Najpierw wyniki łapania licznika: udało się, dziękuję za udział w zabawie. Licznik złapały jednocześnie
Marzycielka i
Edytka, co najlepsze, obie przysłały maile o równej 20:00, jednak ich kolejność w mojej skrzynce świadczy o tym, że Marzycielka była o sekundy szybsza. Nic to, obie Dziewczyny dostaną upominki. Mam nadzieję, że będą zadowolone. Obiecałam miodowo-mleczny naszyjnik. Pokazuje go zatem. Przygotowałam go oczywiście na
Cykliczne Wyzwanie u Modrak, tym razem smaczki połączone u mnie w taki sposób:
Wierzcie lub nie, ale szklany element w środku ma kolor miodowy. W ogóle
kilka jest odcieni miodu, bo ja lubię różne miodki. I lipowy, i
gryczany (który jest bardzo ciemny). Miodek skąpany w mleku:) I jeszcze wyzwaniowy banerek:
Piękny, energetyczny banerek wyzwaniowy:
I teraz to, co ostatnio wprawiło mnie w dobry nastrój. Gdzieś widziałam taką drucianą damulkę i nagle przyszło mi do głowy, że można przecież spróbować z gazet... Szalenie podobają mi się wszelkie manekiny i już dawno zamierzałam sobie zrobić takiego uszytego, ale nie mam starego świecznika na stojak. Ten wyszedł fajnie, zwłaszcza, że miałam z nim niezbyt przyjemną przygodę, ale nie będę się na ten temat rozpisywać. Fotki przy wieczornym świetle za nic nie oddają urody mojego ekspozytorka na bransoletki i kolczyki. Tak, to już kolejny, ale muszę mieć kilka, bo niedługo u nas będą różne imprezy, gdzie będzie można pokazać biżutki. Na potrzeby zdjęcie zawiesiłam trochę swoich ozdóbek (tzn. tych, które noszę, a sporo mam od Was).

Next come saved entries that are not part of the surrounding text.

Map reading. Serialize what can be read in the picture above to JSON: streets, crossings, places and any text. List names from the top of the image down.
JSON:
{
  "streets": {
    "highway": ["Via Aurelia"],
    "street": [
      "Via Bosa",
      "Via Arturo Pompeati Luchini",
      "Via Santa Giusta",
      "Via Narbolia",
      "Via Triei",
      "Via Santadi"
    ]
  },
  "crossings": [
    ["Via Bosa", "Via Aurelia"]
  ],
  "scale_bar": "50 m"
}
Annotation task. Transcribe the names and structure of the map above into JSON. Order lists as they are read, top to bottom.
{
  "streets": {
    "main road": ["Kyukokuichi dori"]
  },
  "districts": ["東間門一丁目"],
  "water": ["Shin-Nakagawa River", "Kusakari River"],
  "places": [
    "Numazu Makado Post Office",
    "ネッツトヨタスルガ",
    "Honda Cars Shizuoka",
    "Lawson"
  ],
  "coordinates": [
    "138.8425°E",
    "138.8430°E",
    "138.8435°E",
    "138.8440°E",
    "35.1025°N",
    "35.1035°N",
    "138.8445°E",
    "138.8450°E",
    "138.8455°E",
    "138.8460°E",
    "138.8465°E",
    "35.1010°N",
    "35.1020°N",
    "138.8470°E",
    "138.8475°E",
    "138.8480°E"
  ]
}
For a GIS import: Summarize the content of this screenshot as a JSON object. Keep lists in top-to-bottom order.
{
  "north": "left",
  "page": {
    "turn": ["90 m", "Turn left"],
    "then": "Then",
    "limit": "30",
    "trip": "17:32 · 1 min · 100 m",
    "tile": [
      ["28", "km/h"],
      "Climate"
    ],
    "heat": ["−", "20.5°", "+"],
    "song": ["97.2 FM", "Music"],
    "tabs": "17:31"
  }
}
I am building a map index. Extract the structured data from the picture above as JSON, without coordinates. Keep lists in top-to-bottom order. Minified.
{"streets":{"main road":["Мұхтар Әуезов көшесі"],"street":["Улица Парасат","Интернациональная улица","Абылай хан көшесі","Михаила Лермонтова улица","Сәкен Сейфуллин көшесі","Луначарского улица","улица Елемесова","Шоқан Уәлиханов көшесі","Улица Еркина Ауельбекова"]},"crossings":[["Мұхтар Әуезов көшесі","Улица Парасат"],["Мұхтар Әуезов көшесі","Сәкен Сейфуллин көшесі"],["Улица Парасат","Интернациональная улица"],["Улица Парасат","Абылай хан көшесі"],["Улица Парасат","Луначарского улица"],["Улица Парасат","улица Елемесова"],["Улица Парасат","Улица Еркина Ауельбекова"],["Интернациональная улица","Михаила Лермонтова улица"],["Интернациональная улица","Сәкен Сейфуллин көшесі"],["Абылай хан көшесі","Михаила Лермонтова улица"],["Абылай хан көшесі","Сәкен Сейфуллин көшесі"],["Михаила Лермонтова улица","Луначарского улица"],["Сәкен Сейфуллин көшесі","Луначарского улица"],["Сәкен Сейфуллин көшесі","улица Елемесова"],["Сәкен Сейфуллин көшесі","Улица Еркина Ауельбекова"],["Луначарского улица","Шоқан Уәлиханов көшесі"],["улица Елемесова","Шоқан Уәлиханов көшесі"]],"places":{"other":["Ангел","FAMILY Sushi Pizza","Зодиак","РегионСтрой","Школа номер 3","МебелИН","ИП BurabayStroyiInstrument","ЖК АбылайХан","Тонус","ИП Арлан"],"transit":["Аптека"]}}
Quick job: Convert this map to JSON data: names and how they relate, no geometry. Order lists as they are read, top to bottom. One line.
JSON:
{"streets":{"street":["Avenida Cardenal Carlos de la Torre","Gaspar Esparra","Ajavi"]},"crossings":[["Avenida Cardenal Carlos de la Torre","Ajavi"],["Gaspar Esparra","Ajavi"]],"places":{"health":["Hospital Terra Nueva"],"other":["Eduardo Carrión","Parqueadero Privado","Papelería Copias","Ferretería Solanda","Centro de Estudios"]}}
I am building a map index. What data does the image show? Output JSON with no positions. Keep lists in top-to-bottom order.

Tu damulka schnie sobie nad piecem:
I wskoczyła na piec - tam też cieplutko:)
Mam jeszcze jeden pomysł na manekina, ale rurki gazetowe się skończyły. Przydałby się ktoś do kręcenia, bo ja wolę pleść, malowanie też jakoś znoszę.
Pewnie wiecie, że potrzeba matką wynalazków. Ja dzisiaj potrzebowałam pilnie jakiegoś maleńkiego prezentu tanim kosztem. Miałam czekoladki. Wizyta w kwiaciarni wiele nie kosztowała, potem ciut inwencji twórczej i bukiet gotowy. Mój cukierkowy debiut:)
Ewa to dopiero kręci bukiety! Jak się człowiek napatrzy, to aż sam chce spróbować:) W każdym razie obdarowana zachwycona bukiecikiem.
Naprawdę jestem zaskoczona Waszymi komentarzami pod poprzednim postem. Tyle komentarzy w tak krótkim czasie to prawie jak przy okazji rozdawajki:) Dziękuję, dziękuję, dziękuję! W imieniu szanownego małżonka również, w końcu to on odwalił czarną robotę:) Miłej nocki!